Agent Health Monitoring
Monitor agent health across all clusters from the Clusters list page:
| Metric | Description |
|---|---|
| Connection uptime | Percentage of time the agent has been connected over the last 24h/7d/30d |
| Heartbeat latency | Average time between heartbeat signals |
| Last seen | Timestamp of the most recent agent heartbeat |
| Agent version | Currently running agent version |
| Capabilities | Reported capability flags: observe, diagnostics.read, argocd.read, argocd.write, direct.deploy, kubernetes.restart, kubernetes.scale, credential.sync, token.rotate |
Version Drift
If the agent version is significantly behind the latest release, some features may not work correctly. The Clusters page highlights outdated agents with a version warning badge.
Error Reference
Best Practices
Monitor agent health proactively.
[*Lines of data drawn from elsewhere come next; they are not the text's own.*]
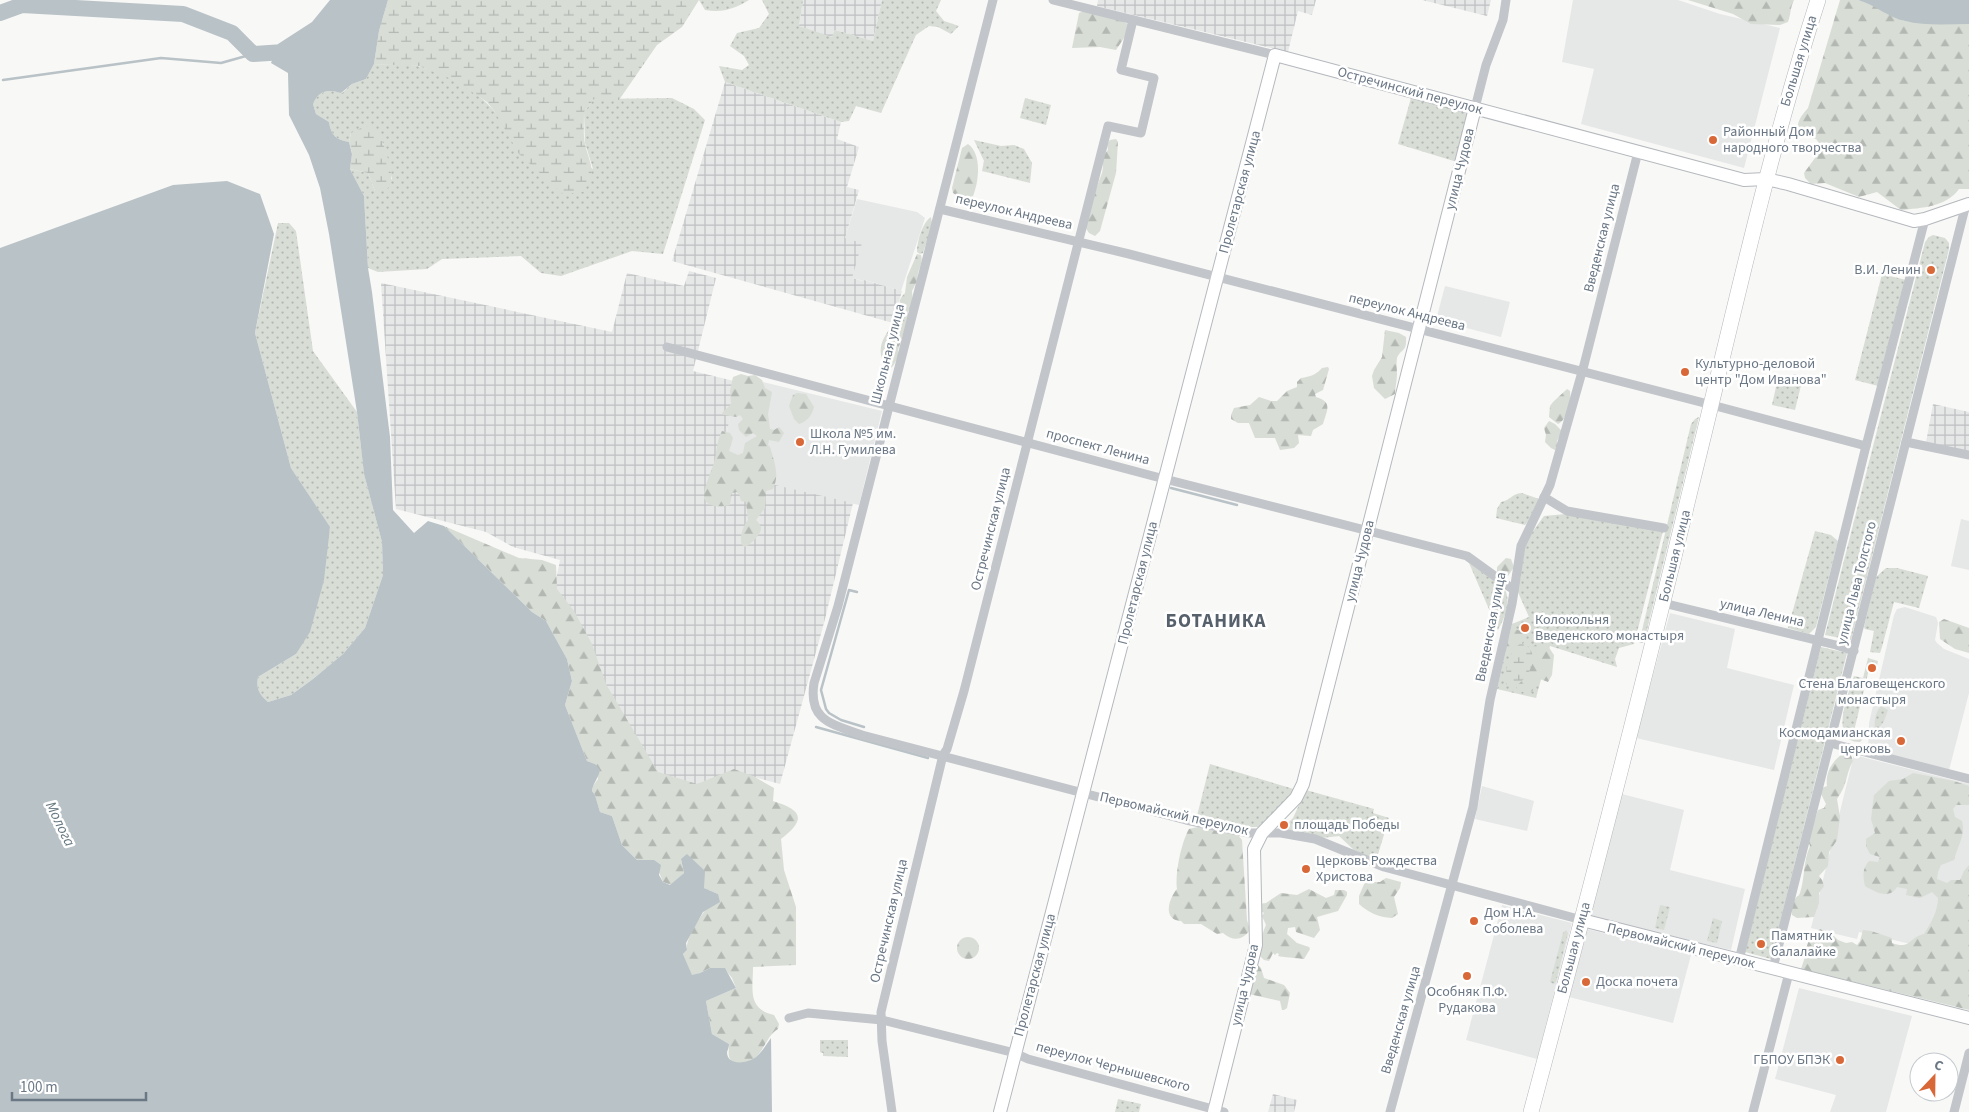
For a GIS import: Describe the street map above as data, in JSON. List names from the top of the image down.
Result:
{
  "streets": {
    "main road": ["Большая улица"],
    "street": [
      "Остречинский переулок",
      "улица Чудова",
      "Пролетарская улица",
      "переулок Андреева",
      "Введенская улица",
      "Школьная улица",
      "проспект Ленина",
      "Остречинская улица",
      "улица Льва Толстого",
      "улица Ленина",
      "Первомайский переулок",
      "переулок Чернышевского"
    ]
  },
  "crossings": [
    ["Большая улица", "Остречинский переулок"],
    ["Большая улица", "переулок Андреева"],
    ["Большая улица", "улица Ленина"],
    ["Большая улица", "Первомайский переулок"],
    ["Остречинский переулок", "улица Чудова"],
    ["Остречинский переулок", "Пролетарская улица"],
    ["Остречинский переулок", "Введенская улица"],
    ["Остречинский переулок", "Остречинская улица"],
    ["Остречинский переулок", "улица Льва Толстого"],
    ["улица Чудова", "переулок Андреева"],
    ["улица Чудова", "проспект Ленина"],
    ["улица Чудова", "Первомайский переулок"],
    ["улица Чудова", "переулок Чернышевского"],
    ["Пролетарская улица", "переулок Андреева"],
    ["Пролетарская улица", "проспект Ленина"],
    ["Пролетарская улица", "Первомайский переулок"],
    ["Пролетарская улица", "переулок Чернышевского"],
    ["переулок Андреева", "Введенская улица"],
    ["переулок Андреева", "Школьная улица"],
    ["переулок Андреева", "Остречинская улица"],
    ["переулок Андреева", "улица Льва Толстого"],
    ["Введенская улица", "проспект Ленина"],
    ["Введенская улица", "Первомайский переулок"],
    ["Школьная улица", "проспект Ленина"],
    ["Школьная улица", "Первомайский переулок"],
    ["проспект Ленина", "Остречинская улица"],
    ["Остречинская улица", "Первомайский переулок"],
    ["Остречинская улица", "переулок Чернышевского"],
    ["улица Льва Толстого", "улица Ленина"],
    ["улица Льва Толстого", "Первомайский переулок"]
  ],
  "districts": ["БОТАНИКА"],
  "water": ["Молога"],
  "places": [
    "Районный Дом народного творчества",
    "В.И. Ленин",
    "Культурно-деловой центр \"Дом Иванова\"",
    "Школа №5 им. Л.Н. Гумилева",
    "Колокольня Введенского монастыря",
    "Стена Благовещенского монастыря",
    "Космодамианская церковь",
    "площадь Победы",
    "Церковь Рождества Христова",
    "Дом Н.А. Соболева",
    "Памятник балалайке",
    "Особняк П.Ф. Рудакова",
    "Доска почета",
    "ГБПОУ БПЭК"
  ],
  "scale_bar": "100 m",
  "north": "top"
}
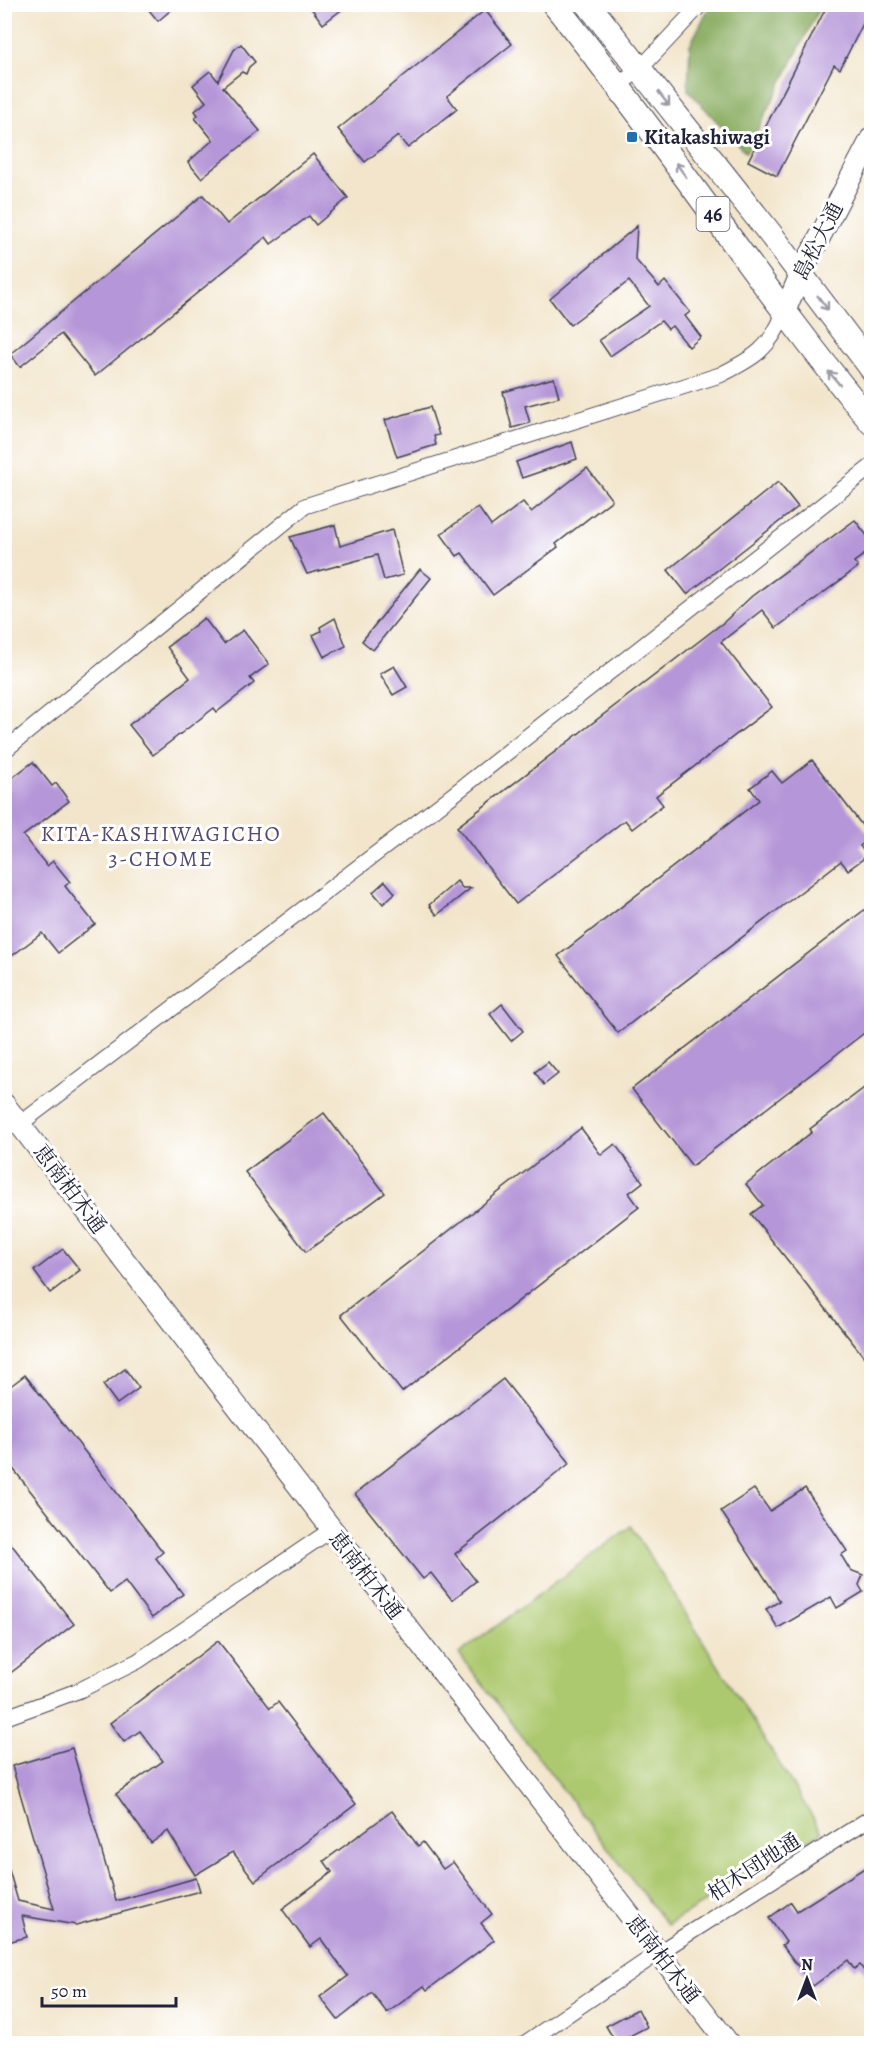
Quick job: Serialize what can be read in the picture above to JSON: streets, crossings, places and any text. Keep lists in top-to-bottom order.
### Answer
{
  "streets": {
    "main road": ["46"],
    "street": ["島松大通", "恵南柏木通", "柏木団地通"]
  },
  "crossings": [
    ["46", "島松大通"],
    ["恵南柏木通", "柏木団地通"]
  ],
  "districts": ["KITA-KASHIWAGICHO 3-CHOME"],
  "places": {
    "transit": ["Kitakashiwagi"]
  },
  "scale_bar": "50 m",
  "north": "top"
}
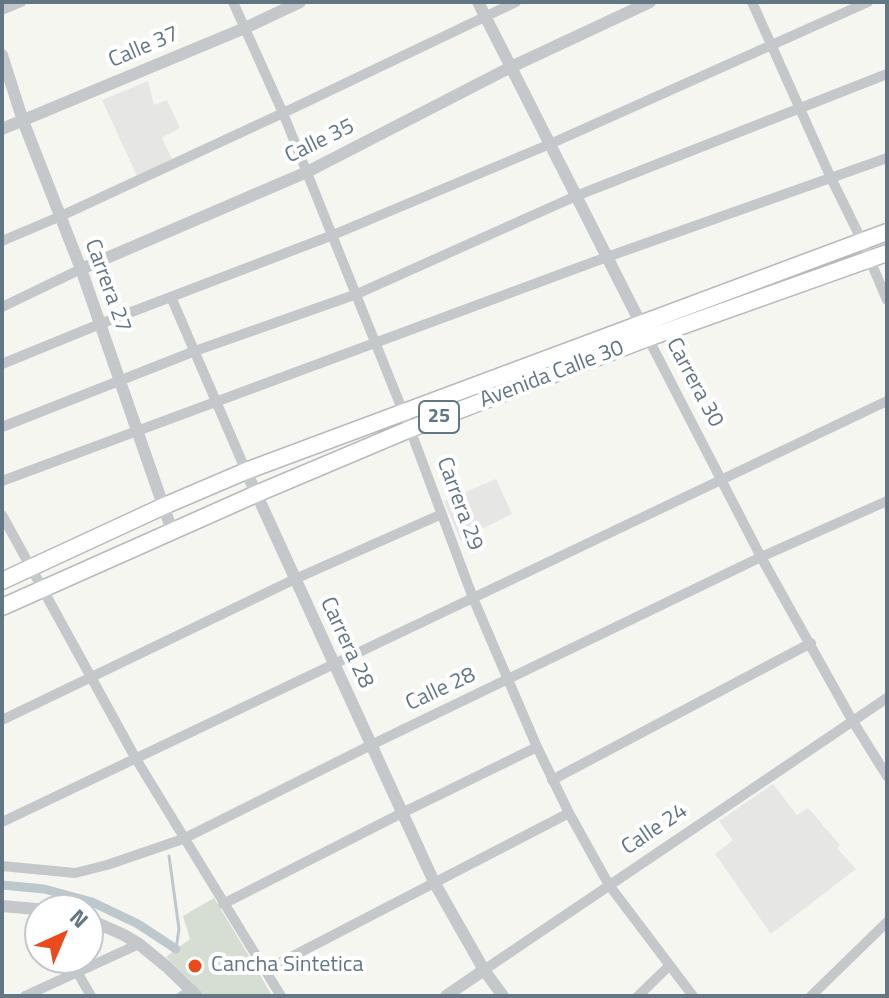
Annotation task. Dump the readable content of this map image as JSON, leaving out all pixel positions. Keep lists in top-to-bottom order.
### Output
{
  "streets": {
    "highway": ["Avenida Calle 30", "25"],
    "street": [
      "Calle 37",
      "Calle 35",
      "Carrera 27",
      "Carrera 30",
      "Carrera 29",
      "Carrera 28",
      "Calle 28",
      "Calle 24"
    ]
  },
  "crossings": [
    ["Calle 37", "Carrera 27"],
    ["Calle 37", "Carrera 29"],
    ["Calle 35", "Carrera 27"],
    ["Calle 35", "Carrera 30"],
    ["Calle 35", "Carrera 29"],
    ["Carrera 27", "Avenida Calle 30"],
    ["Avenida Calle 30", "Carrera 30"],
    ["Avenida Calle 30", "Carrera 29"],
    ["Avenida Calle 30", "Carrera 28"],
    ["Carrera 30", "Calle 28"],
    ["Carrera 30", "Calle 24"],
    ["Carrera 29", "Calle 28"],
    ["Carrera 29", "Calle 24"],
    ["Carrera 28", "Calle 28"],
    ["Carrera 28", "Calle 24"]
  ],
  "places": ["Cancha Sintetica"],
  "north": "top right"
}
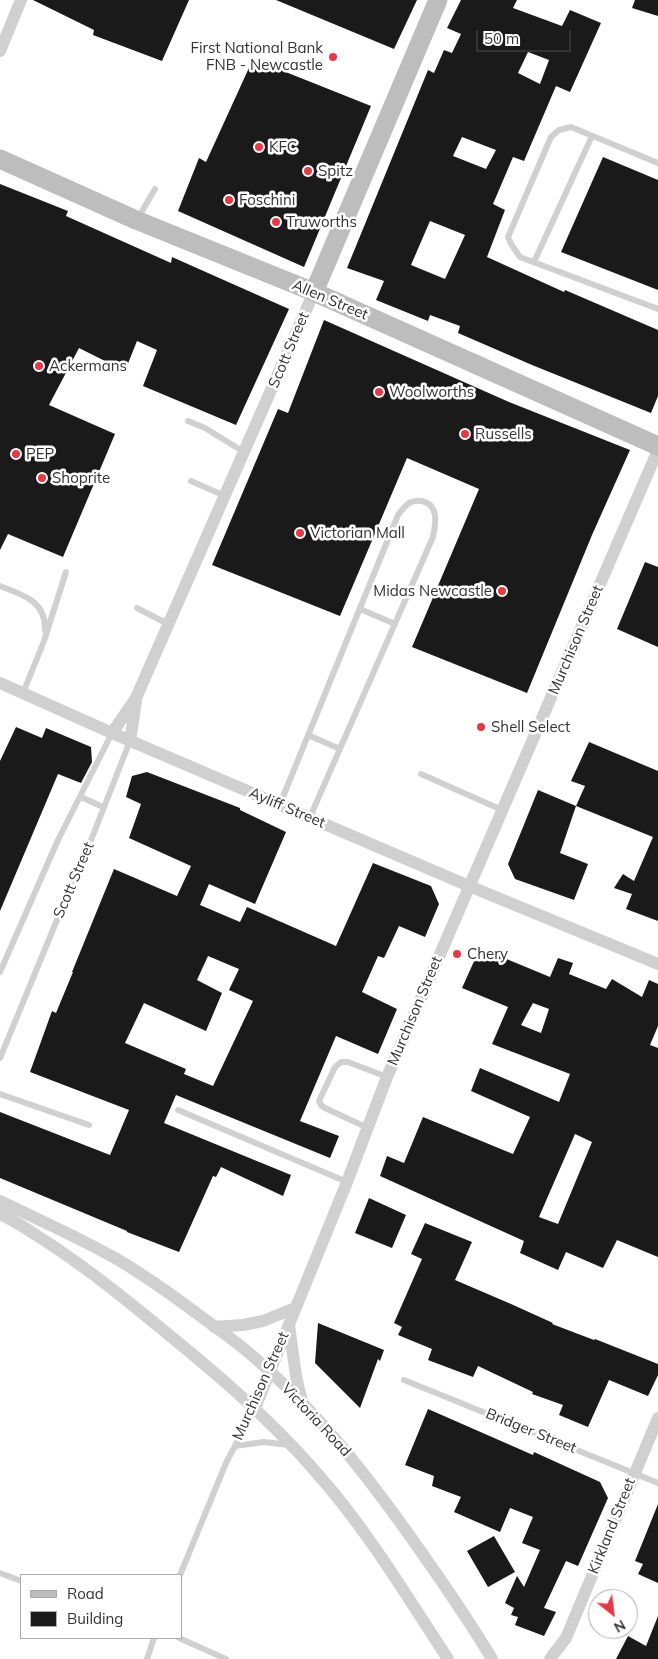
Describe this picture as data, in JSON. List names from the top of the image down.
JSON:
{
  "streets": {
    "street": [
      "Allen Street",
      "Scott Street",
      "Murchison Street",
      "Ayliff Street",
      "Victoria Road",
      "Kirkland Street"
    ],
    "lane": ["Bridger Street"]
  },
  "crossings": [
    ["Allen Street", "Scott Street"],
    ["Scott Street", "Ayliff Street"],
    ["Murchison Street", "Ayliff Street"],
    ["Murchison Street", "Victoria Road"],
    ["Bridger Street", "Kirkland Street"]
  ],
  "places": [
    "First National Bank FNB - Newcastle",
    "KFC",
    "Spitz",
    "Foschini",
    "Truworths",
    "Ackermans",
    "Woolworths",
    "Russells",
    "PEP",
    "Shoprite",
    "Victorian Mall",
    "Midas Newcastle",
    "Shell Select",
    "Chery"
  ],
  "legend": ["Road", "Building"],
  "scale_bar": "50 m",
  "north": "bottom right"
}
Set up notifications for agent disconnection events. A disconnected agent means no runtime visibility and no command execution — but Git-based deployments continue to work via ArgoCD.
Rotate agent tokens on schedule. Enable automatic token rotation (configured in the Helm chart) and review rotation logs periodically.
Use approval policies on production clusters. Require approval for Rollback and Scale commands on production clusters. Auto-approve Sync commands if your ArgoCD configuration is reliable.
Keep agent versions current. Update the agent Helm chart regularly to receive new capabilities, security patches, and performance improvements.
Use log streaming for incident investigation. Real-time log streaming eliminates the need for direct cluster access during incidents, reducing the number of people who need kubectl credentials.
Label clusters consistently. A consistent labeling scheme makes it easy to filter clusters, configure binding rules, and apply approval policies across cluster groups.